* _What this task involves_
Please repeat the entries exactly as they appear and omit any images.

(Saved data entries)

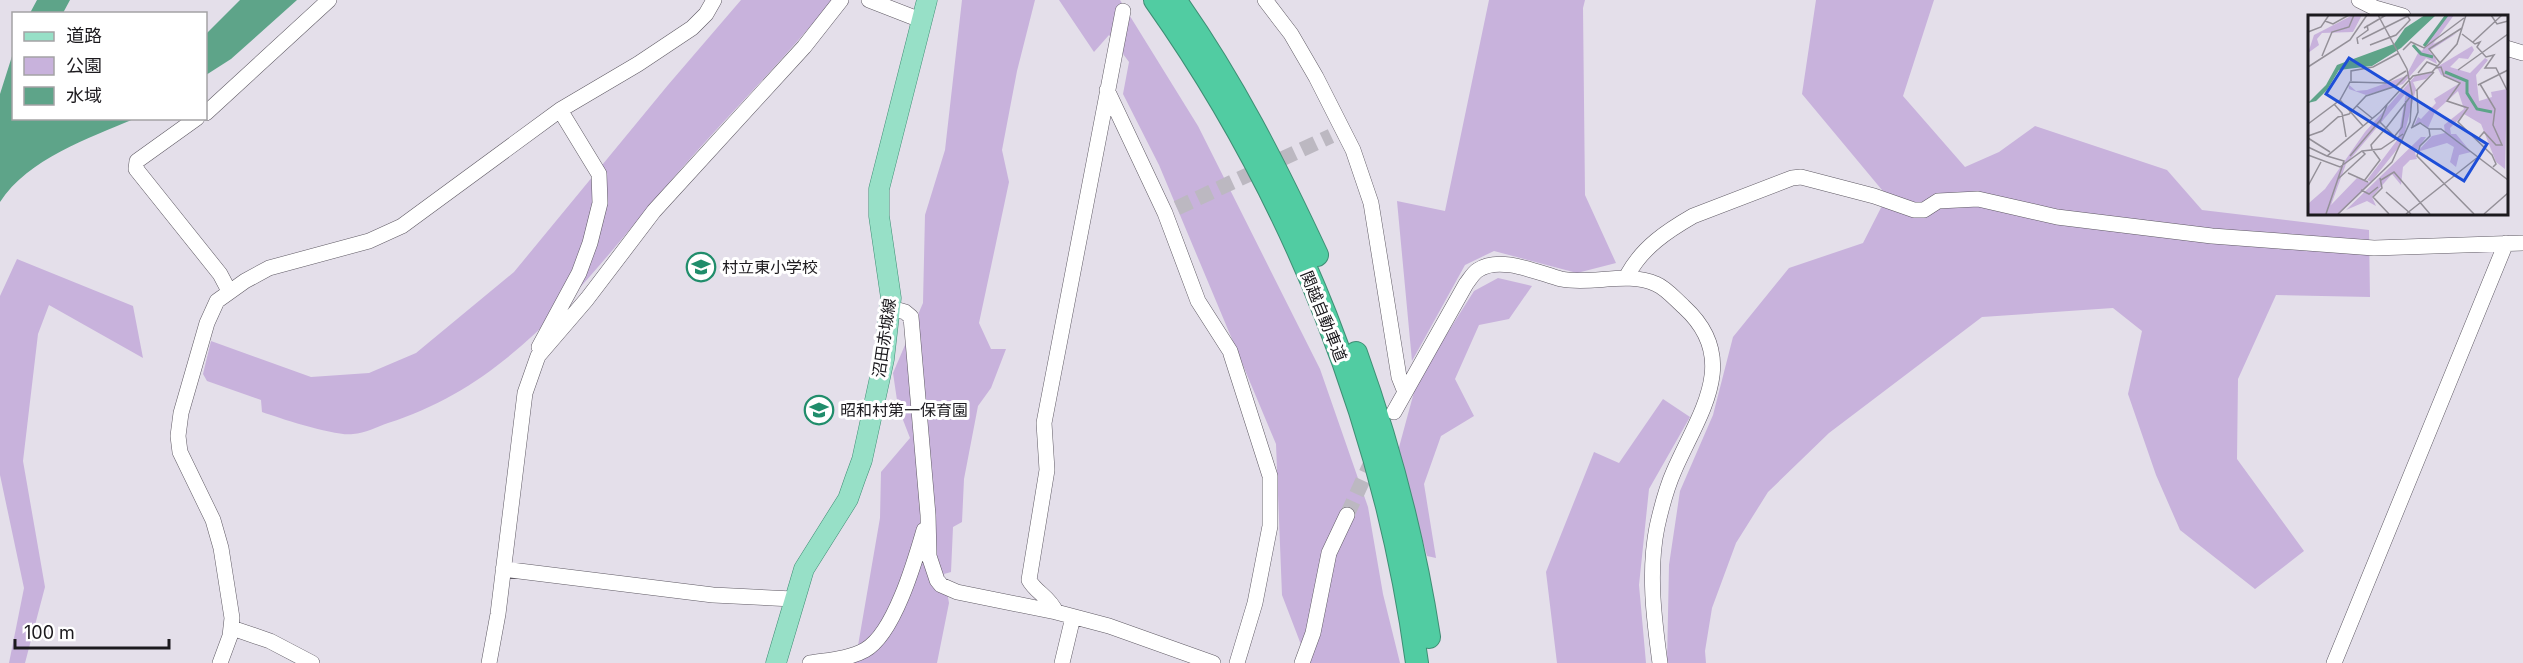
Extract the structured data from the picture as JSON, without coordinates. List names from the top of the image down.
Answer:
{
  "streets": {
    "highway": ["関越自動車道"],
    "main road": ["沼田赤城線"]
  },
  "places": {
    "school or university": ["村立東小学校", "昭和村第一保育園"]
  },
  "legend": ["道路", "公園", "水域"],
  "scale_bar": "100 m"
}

* _Exercise output_
Extract the structured data from the picture as JSON, without coordinates. List names from the top of the image down.
Answer:
{
  "streets": {
    "highway": ["関越自動車道"],
    "main road": ["沼田赤城線"]
  },
  "places": {
    "school or university": ["村立東小学校", "昭和村第一保育園"]
  },
  "legend": ["道路", "公園", "水域"],
  "scale_bar": "100 m"
}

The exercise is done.